> DATA FOR REVIEW
.....

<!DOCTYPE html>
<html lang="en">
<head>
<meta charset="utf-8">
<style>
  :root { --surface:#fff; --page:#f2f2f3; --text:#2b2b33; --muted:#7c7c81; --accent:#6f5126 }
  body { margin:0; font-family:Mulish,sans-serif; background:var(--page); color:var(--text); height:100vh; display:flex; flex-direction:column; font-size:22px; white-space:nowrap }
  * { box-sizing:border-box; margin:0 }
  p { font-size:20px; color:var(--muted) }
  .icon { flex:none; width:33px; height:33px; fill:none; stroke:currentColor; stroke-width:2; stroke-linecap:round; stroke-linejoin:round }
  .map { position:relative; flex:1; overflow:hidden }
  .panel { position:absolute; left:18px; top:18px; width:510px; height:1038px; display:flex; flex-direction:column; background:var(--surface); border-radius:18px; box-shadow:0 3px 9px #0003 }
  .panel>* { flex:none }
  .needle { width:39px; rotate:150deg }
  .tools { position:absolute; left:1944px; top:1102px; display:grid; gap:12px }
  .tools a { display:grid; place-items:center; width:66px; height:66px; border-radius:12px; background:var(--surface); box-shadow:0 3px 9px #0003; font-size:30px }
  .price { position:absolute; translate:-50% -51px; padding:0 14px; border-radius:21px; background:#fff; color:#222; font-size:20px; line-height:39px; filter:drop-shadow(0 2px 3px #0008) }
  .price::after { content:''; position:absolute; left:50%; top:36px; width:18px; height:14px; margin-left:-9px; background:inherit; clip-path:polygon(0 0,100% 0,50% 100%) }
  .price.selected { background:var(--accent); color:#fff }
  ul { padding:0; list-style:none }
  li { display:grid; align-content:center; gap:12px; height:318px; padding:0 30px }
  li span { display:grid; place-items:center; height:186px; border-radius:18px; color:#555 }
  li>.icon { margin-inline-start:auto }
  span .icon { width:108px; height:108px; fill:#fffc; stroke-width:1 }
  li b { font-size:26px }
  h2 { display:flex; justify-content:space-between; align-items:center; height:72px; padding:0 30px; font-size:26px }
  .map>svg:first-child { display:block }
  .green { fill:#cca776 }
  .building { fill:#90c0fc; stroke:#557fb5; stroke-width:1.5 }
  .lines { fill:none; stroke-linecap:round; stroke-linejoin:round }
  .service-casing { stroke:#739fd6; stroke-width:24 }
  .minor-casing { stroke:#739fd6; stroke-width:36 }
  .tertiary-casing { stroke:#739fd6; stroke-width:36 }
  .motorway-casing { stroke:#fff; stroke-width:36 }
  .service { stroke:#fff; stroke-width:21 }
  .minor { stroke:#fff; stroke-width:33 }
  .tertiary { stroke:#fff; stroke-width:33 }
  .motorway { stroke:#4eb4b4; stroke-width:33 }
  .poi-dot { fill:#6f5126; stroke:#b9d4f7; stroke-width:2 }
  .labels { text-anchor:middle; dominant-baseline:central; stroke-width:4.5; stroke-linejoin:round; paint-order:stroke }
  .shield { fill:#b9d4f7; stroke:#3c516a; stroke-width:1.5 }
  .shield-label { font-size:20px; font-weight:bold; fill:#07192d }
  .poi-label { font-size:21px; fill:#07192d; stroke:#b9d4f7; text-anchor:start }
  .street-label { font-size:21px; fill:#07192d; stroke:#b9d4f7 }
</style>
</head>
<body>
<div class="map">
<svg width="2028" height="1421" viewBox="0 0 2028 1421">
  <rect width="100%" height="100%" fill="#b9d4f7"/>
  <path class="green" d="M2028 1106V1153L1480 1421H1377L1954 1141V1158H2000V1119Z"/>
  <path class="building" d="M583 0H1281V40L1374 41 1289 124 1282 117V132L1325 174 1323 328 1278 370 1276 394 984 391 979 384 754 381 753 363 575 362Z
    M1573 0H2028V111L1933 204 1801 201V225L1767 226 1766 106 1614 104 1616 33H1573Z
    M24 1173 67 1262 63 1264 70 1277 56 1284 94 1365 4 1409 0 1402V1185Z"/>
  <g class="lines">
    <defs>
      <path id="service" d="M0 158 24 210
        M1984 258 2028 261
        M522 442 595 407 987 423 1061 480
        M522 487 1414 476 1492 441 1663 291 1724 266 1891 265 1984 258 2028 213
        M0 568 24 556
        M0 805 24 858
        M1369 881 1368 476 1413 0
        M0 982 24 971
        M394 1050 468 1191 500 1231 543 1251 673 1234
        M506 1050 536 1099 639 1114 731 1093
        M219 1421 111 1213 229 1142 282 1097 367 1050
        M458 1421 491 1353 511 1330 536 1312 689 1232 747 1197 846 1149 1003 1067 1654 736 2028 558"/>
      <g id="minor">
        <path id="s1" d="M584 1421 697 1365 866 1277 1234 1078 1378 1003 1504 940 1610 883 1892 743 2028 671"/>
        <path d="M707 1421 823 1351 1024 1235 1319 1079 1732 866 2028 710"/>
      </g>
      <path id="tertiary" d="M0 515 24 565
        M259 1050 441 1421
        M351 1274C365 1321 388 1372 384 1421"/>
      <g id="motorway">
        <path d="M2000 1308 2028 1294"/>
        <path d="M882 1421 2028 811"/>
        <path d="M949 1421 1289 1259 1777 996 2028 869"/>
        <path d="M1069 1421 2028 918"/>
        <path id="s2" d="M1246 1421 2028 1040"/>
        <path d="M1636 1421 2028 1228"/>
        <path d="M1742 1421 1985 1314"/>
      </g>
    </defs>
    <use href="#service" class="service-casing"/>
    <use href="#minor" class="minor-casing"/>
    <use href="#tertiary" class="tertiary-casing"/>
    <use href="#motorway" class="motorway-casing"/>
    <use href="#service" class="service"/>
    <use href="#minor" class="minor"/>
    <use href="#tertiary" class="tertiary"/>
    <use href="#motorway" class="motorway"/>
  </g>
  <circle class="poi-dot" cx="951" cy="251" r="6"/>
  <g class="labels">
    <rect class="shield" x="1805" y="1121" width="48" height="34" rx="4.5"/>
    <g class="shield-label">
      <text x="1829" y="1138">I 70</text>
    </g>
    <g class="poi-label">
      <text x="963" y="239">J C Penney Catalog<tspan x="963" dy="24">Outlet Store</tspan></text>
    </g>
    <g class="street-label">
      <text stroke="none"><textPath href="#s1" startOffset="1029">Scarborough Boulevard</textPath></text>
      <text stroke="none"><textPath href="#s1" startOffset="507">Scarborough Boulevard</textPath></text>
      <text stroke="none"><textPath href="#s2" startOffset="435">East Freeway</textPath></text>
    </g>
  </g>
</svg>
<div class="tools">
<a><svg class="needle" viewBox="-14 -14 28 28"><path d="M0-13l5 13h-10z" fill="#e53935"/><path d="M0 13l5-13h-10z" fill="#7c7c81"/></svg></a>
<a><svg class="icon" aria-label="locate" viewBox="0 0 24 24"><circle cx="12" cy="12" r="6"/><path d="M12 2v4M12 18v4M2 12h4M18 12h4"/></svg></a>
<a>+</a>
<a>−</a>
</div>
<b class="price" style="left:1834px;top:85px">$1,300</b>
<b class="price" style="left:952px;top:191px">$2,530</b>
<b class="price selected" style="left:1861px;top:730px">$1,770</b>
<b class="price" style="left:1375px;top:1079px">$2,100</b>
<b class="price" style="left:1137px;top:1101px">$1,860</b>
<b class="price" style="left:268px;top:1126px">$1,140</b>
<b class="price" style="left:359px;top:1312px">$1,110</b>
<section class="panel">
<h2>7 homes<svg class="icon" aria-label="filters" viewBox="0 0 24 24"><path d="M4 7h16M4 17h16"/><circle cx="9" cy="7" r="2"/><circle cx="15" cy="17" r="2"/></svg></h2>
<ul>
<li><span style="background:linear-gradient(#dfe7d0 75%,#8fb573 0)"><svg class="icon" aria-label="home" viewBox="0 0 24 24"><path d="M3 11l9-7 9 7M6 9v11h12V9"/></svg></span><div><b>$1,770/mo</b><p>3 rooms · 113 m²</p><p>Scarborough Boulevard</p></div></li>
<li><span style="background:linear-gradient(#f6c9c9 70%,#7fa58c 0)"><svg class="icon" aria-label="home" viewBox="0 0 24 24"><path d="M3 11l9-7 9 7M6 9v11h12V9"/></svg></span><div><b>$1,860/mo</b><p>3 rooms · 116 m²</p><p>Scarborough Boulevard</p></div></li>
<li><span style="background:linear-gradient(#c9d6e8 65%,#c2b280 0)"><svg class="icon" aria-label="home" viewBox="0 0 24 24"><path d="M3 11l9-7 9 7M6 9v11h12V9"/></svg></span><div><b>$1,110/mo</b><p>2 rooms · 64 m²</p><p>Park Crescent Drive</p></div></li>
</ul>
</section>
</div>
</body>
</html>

.....

> TASK PROMPT
Set down again, word for word, the stretch of records from the line with "position:relative; flex:1; overflow:hidden" to the line with "position:absolute; left:1944px; top:1102px;", both of those lines included.

> RESPONSE TO THIS EXERCISE
  .map { position:relative; flex:1; overflow:hidden }
  .panel { position:absolute; left:18px; top:18px; width:510px; height:1038px; display:flex; flex-direction:column; background:var(--surface); border-radius:18px; box-shadow:0 3px 9px #0003 }
  .panel>* { flex:none }
  .needle { width:39px; rotate:150deg }
  .tools { position:absolute; left:1944px; top:1102px; display:grid; gap:12px }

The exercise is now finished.